We've recently been encountering a lot of confusion and trouble over the following pairs of equality comparisons:
  • intuitive & numeric equality (row 1) vs. element-wise array equality (row 2)
  • universal array equality (row 3) vs. strict equality (row 4)
The first pair causes trouble because we're often tempted to write `a == b` in generic boolean contexts to check for the equality of two objects, but when one of those objects is an array (or other container), the result is a similar container and our generic code blows up. Usually what we want is universal array equality (row 4) — `all(a == b)` — but sometimes we want strict equality (row 5) — `isequal(a,b)`.

Which leads to our second confusing pair — precisely those two equality operators. They're very, very similar, which is what causes the confusion. It's tempting to use isequal even when you mean `all(a == b)` because isequal has a short-circuiting implementation, potentially saving time, whereas `all(a == b)` computes a temporary array of booleans and then reduces over it, which is lousy.

There are similar issues with inequality/ordering operators. Note that I express the inequalities in terms of <= and its analogues because that's how math typically talks about orderings, although our core operations are defined in terms of the strict version: < and isless.

So the open questions are if we should introduce/change operators and/or syntax for various comparisons. Major considerations are:
  1. Make it easier to do generic programming.
  2. Provide convenient fast alternatives to constructs like `all(a == b)` and `all(a <= b)`.
  3. Potentially alleviate confusion by collapsing multiple rows into one?
The last point is particularly tempting in the case of universal array equality and strict equality, but the corresponding universal array inequality and strict equality ordering are very, very different — the former is a very partial order on arrays, whereas the latter uses lexicographic ordering and is total. This relates to generic programming as well, because when you write `a <= b` where the operands are arrays, do you generically want to ensure that all the elements in a are ≤ the corresponding elements in b, or do you want lexicographical ordering of arrays? For sorting, you want lexicographical ordering. For other situations, you probably want the all pairwise comparison behavior.

Feedback and thoughts, please. We really need to straighten this out.

Stefan Karpinski

unread,
May 18, 2012, 3:33:15 PM5/18/12
to Julia Dev
As if that wasn't enough text, here's some clarification about isequal and isless that I recently wrote in a conversation with Carlo:

The isequal function is an equivalence relation on all objects. The == function is not an equivalence relation: it doesn't always return a Bool and it's not reflexive since NaN != NaN. People could introduce other non-equivalence behaviors, although obviously we want it to remain at least symmetric and mostly reflexive and transitive.
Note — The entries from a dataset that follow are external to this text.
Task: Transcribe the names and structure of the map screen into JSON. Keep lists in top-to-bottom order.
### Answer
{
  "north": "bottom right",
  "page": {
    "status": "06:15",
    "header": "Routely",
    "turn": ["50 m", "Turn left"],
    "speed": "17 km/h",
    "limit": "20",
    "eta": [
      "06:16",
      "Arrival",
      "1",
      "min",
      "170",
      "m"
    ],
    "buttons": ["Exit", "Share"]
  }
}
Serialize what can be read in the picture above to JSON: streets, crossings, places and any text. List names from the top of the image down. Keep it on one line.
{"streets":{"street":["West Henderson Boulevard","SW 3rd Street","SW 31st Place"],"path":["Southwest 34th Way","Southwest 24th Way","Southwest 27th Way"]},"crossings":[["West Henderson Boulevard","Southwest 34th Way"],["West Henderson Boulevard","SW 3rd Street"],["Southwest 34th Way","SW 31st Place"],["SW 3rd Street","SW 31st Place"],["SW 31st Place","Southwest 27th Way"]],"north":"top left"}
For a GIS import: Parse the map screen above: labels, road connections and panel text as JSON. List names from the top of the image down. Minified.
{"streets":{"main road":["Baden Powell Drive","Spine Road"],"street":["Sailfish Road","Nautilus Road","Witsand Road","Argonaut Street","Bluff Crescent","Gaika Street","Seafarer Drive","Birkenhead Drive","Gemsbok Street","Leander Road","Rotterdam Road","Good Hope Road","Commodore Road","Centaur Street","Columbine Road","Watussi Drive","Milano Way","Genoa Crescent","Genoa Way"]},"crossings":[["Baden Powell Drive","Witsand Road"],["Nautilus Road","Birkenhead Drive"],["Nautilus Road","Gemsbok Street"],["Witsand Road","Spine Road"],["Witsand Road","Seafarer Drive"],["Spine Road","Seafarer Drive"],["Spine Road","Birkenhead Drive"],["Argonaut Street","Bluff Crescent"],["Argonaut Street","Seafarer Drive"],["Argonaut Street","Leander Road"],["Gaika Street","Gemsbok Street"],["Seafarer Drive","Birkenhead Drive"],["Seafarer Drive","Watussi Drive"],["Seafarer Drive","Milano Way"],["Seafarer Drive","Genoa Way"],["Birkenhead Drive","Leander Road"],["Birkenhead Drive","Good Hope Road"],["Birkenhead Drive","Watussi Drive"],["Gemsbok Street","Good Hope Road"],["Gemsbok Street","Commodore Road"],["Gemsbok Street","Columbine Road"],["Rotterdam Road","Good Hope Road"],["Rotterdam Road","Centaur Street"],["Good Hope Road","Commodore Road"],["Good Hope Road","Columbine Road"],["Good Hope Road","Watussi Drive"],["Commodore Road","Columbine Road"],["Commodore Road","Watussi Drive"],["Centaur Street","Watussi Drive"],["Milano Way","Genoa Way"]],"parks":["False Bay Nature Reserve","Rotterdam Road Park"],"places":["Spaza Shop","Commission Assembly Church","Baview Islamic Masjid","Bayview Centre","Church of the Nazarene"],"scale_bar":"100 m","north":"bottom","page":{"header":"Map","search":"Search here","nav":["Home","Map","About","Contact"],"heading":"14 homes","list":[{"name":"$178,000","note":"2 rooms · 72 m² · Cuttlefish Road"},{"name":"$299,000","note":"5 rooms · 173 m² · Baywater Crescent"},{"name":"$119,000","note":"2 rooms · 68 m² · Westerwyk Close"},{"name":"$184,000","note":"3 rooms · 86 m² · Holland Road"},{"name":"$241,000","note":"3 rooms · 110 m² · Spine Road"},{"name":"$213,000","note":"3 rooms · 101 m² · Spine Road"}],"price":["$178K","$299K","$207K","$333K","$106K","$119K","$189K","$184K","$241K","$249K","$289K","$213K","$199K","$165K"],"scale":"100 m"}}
The NA object is a good candidate for breaking the equivalenceness of ==: we probably want NA == NA to be NA.

The isless function is a strict partial order, whereas < isn't, for the same reasons that == isn't an equivalence relation. Moreover, the relation (a,b)->!isless(a,b)&!isless(b,a) is a partial equivalence relation that is compatible with isequal(a,b) in the sense that whenever the former is defined, it agrees with the latter, and whenever it isn't, the latter is false.

To make matters even more complicated, isequal is intimately related to hashing: one of its core purposes is to determine which element are hashed the same way. Similarly, isless is the defining operator for sorting things. So isequal(NaN,NaN), for example, and isequal(1,1.0), but interestingly, !isequal(-0.0,0.0) — because -0.0 sorts before 0.0, implying that isless(-0.0,0.0) must be true, and therefore isequal(-0.0,0.0) cannot be true. Therefore neither the == relation nor the isequal relation is strictly finer than the other:
  • NaN != NaN but isequal(NaN,NaN)
  • -0.0 == 0.0 but !isequal(-0.0,0.0).
Sigh.

Stefan Karpinski

unread,
May 18, 2012, 3:46:08 PM5/18/12
to Julia Dev
I've filled in some possible syntaxes, but they're in no way written in stone.

Jeff Bezanson

unread,
May 18, 2012, 4:02:31 PM5/18/12
to juli...@googlegroups.com
== is only finer in the sense that it means "equal and ordered" where
isequal only deals with "equal". So isequal's notion of equality is
strictly finer, it just doesn't consider orderedness. It seems odd
when you put it that way, but it's the most useful behavior.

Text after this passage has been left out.